Example 2: The Sales Department was successful in promoting sales of pails this month. They were budgeted to sell 115 and sold 129. However, much to the Sales Department’s dismay they actually lost money on the sales. The Sales Exception Report tells them that they purchased the pails for $2.01 each and sold them for $1.75. The scenarios leading to lost profits can be many. Here are some of them:
- The Selling Price is incorrect. Someone incorrectly keyed it into the system
- The Cost is wrong. It’s possible that the P.O. for the pails showed $1.01 and the Vendor charged $2.01 (we all know that happens)
- Freight cost was not considered. Freight is one of the most confusing concepts within a lot of inventory and accounts payable groups. FOB, Prepaid, Freight Allowance, etc. If your P.O.’s don’t properly record the freight cost, if any, it will lead to costing errors.
Properly designed, the Sales Exception Report can lead to some serious cost savings. When I recommended using the report to the owner of my company (a large privately held enterprise) he invested in having the report designed for him. His comment, ‘it almost paid for itself in one day’.

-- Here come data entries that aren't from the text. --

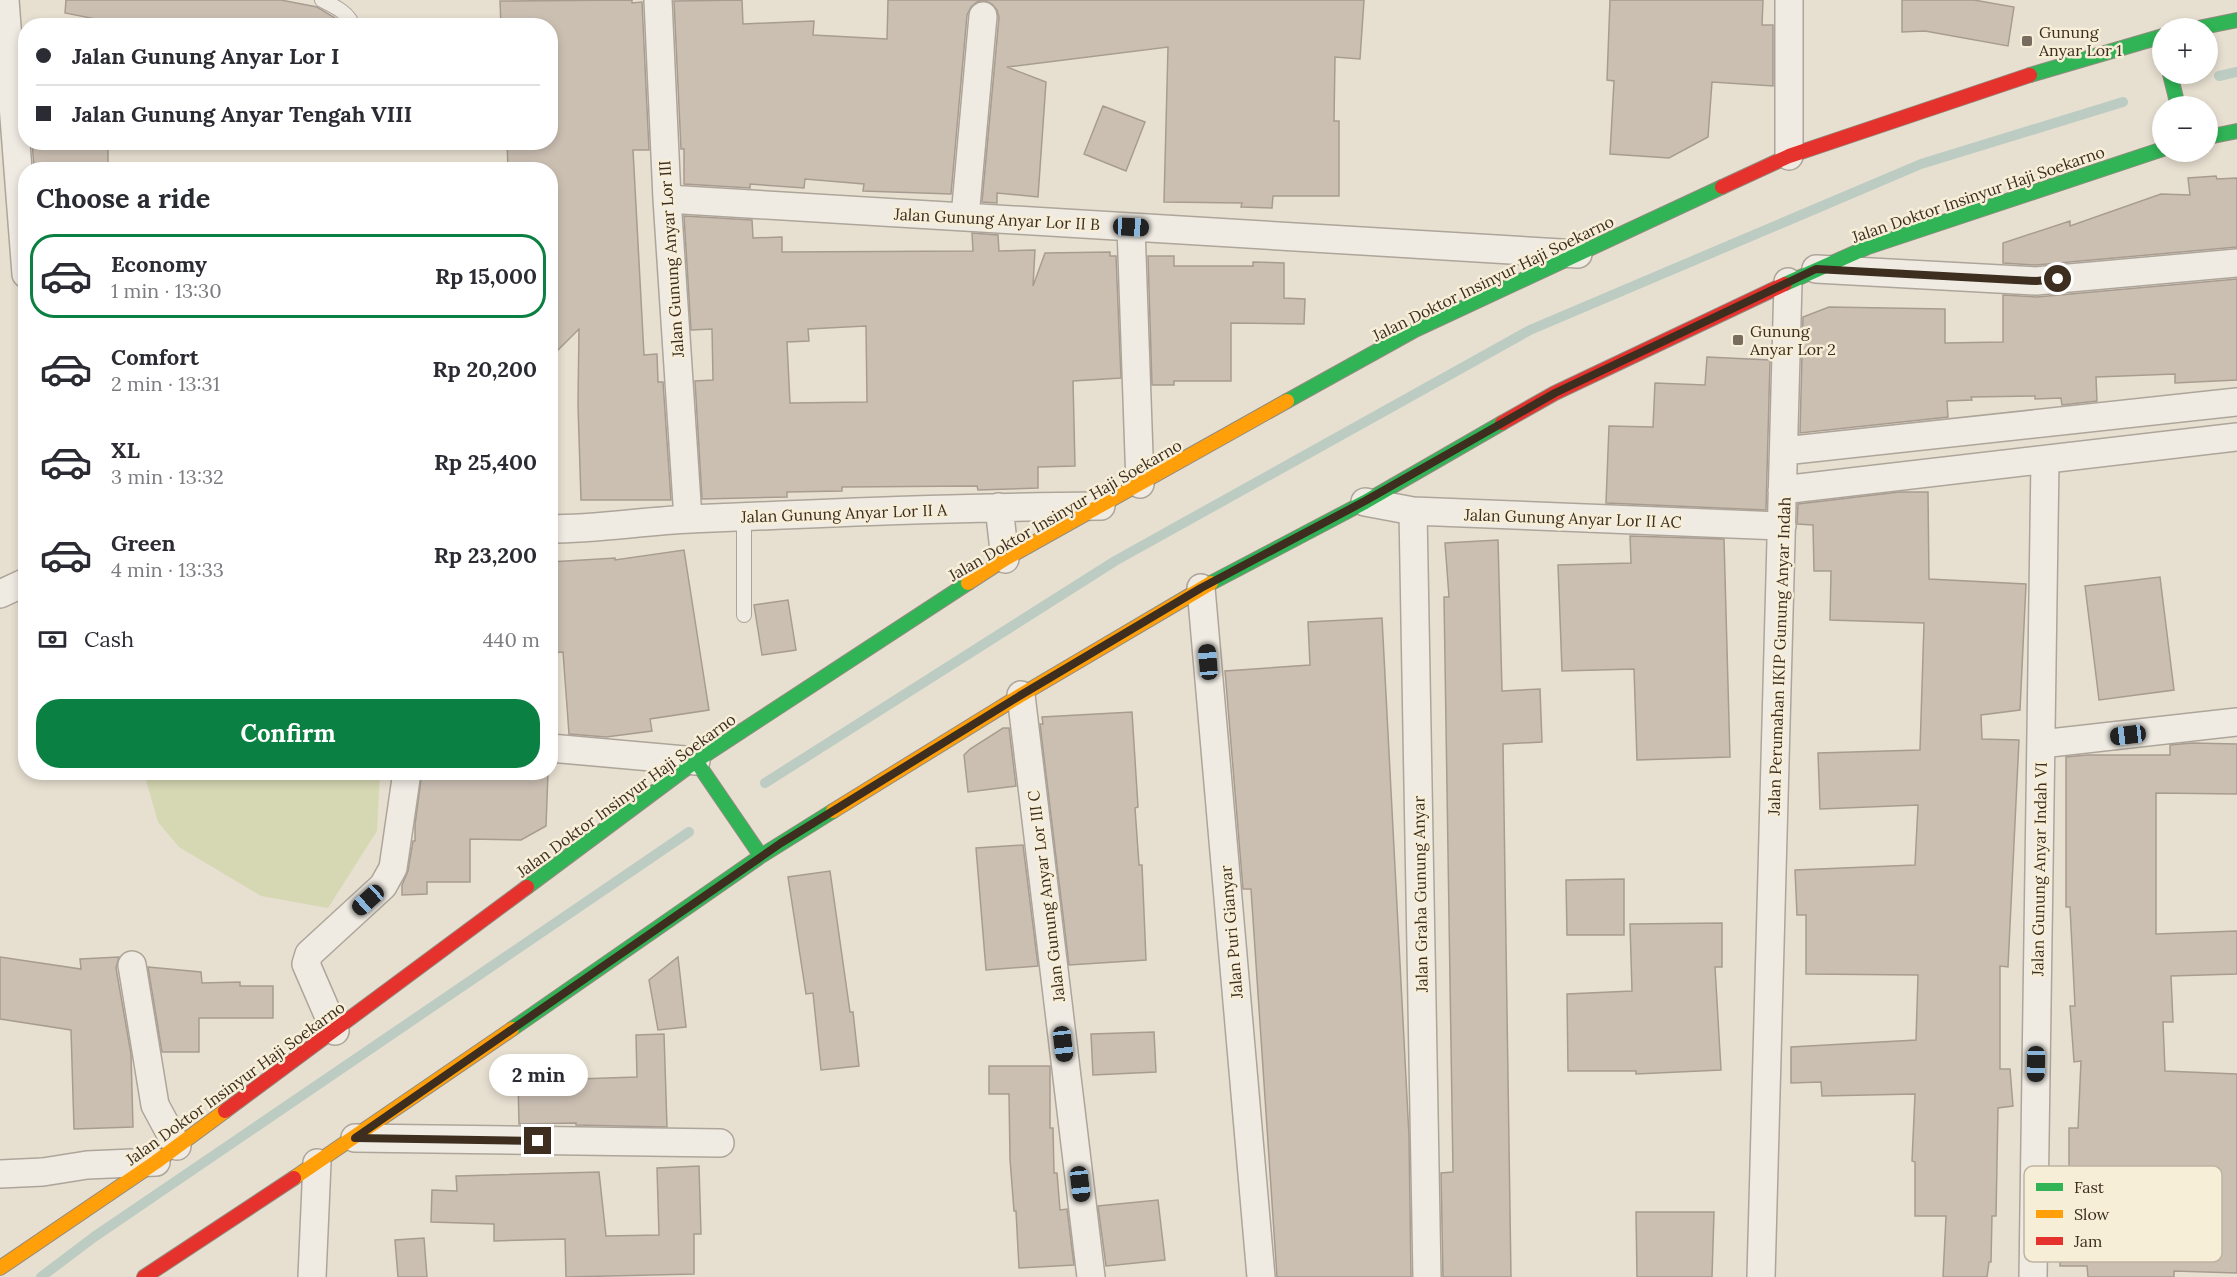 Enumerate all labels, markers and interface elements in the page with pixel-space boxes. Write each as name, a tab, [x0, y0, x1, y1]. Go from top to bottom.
map controls	[2152, 18, 2218, 162]
button: +	[2152, 18, 2218, 84]
place label: Gunung Anyar Lor 1	[2038, 22, 2122, 60]
marker: Gunung Anyar Lor 1	[2020, 34, 2034, 48]
text: Jalan Gunung Anyar Lor I	[72, 42, 340, 70]
button: −	[2152, 96, 2218, 162]
text: Jalan Gunung Anyar Tengah VIII	[72, 100, 412, 128]
street label: Jalan Doktor Insinyur Haji Soekarno	[1848, 141, 2107, 247]
street label: Jalan Gunung Anyar Lor III	[654, 160, 688, 359]
text: Choose a ride	[36, 181, 210, 215]
street label: Jalan Gunung Anyar Lor II B	[892, 204, 1101, 234]
street label: Jalan Doktor Insinyur Haji Soekarno	[1368, 211, 1617, 346]
car	[1113, 217, 1149, 237]
icon: car	[39, 249, 93, 303]
text: Economy	[111, 250, 207, 278]
text: Rp 15,000	[435, 262, 537, 290]
route start	[2044, 265, 2071, 292]
text: 1 min · 13:30	[111, 278, 222, 303]
place label: Gunung Anyar Lor 2	[1749, 321, 1836, 359]
marker: Gunung Anyar Lor 2	[1731, 333, 1745, 347]
icon: car	[39, 342, 93, 396]
text: Comfort	[111, 343, 199, 371]
text: Rp 20,200	[432, 355, 537, 383]
text: 2 min · 13:31	[111, 371, 220, 396]
icon: car	[39, 435, 93, 489]
street label: Jalan Doktor Insinyur Haji Soekarno	[944, 435, 1185, 586]
text: XL	[111, 436, 140, 464]
text: Rp 25,400	[434, 448, 537, 476]
text: 3 min · 13:32	[111, 464, 224, 489]
street label: Jalan Perumahan IKIP Gunung Anyar Indah	[1763, 496, 1795, 817]
street label: Jalan Gunung Anyar Lor II A	[740, 499, 948, 527]
street label: Jalan Gunung Anyar Lor II AC	[1463, 504, 1682, 532]
icon: car	[39, 528, 93, 582]
text: Green	[111, 529, 176, 557]
text: Rp 23,200	[434, 541, 537, 569]
text: 4 min · 13:33	[111, 557, 224, 582]
icon: cash	[36, 623, 69, 656]
text: Cash	[84, 625, 134, 653]
text: 440 m	[483, 627, 540, 652]
car	[1197, 643, 1219, 681]
button: Confirm	[36, 699, 540, 768]
street label: Jalan Doktor Insinyur Haji Soekarno	[512, 709, 740, 882]
car	[2109, 724, 2147, 746]
street label: Jalan Gunung Anyar Indah VI	[2027, 762, 2051, 977]
street label: Jalan Gunung Anyar Lor III C	[1023, 789, 1069, 1004]
street label: Jalan Graha Gunung Anyar	[1408, 795, 1432, 994]
street label: Jalan Puri Gianyar	[1215, 865, 1247, 1000]
car	[349, 881, 387, 919]
street label: Jalan Doktor Insinyur Haji Soekarno	[121, 997, 349, 1170]
car	[1052, 1025, 1074, 1063]
car	[2027, 1046, 2045, 1082]
callout: 2 min	[488, 1054, 588, 1096]
text: 2 min	[512, 1062, 565, 1087]
route end	[524, 1127, 551, 1154]
car	[1069, 1165, 1091, 1203]
legend	[2024, 1166, 2222, 1262]
text: Fast	[2074, 1177, 2105, 1197]
text: Slow	[2074, 1204, 2110, 1224]
text: Jam	[2073, 1231, 2102, 1251]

Some of you may have access to these reports. But what makes an ‘Exception’ Report? Many of you may have seen Invoice Registers during your career. The reports came in and there might be 500 invoices to pour through to see if everything looks right. (What if there were 1,000 invoices to review?) Then we moved into the era of ‘Management by Exception’. Instead of looking at the good and the bad, let’s just look at the bad. Who decides what’s bad? You do. Your Sales group does. Owners and Executives will.
So, take a look at my simple example created in Excel. As previously stated, the Sales Exception Report probably should be generated through a set of queries reduced to a well designed report. It is not meant for Excel. It really is part of your data analytics management. Thing Big!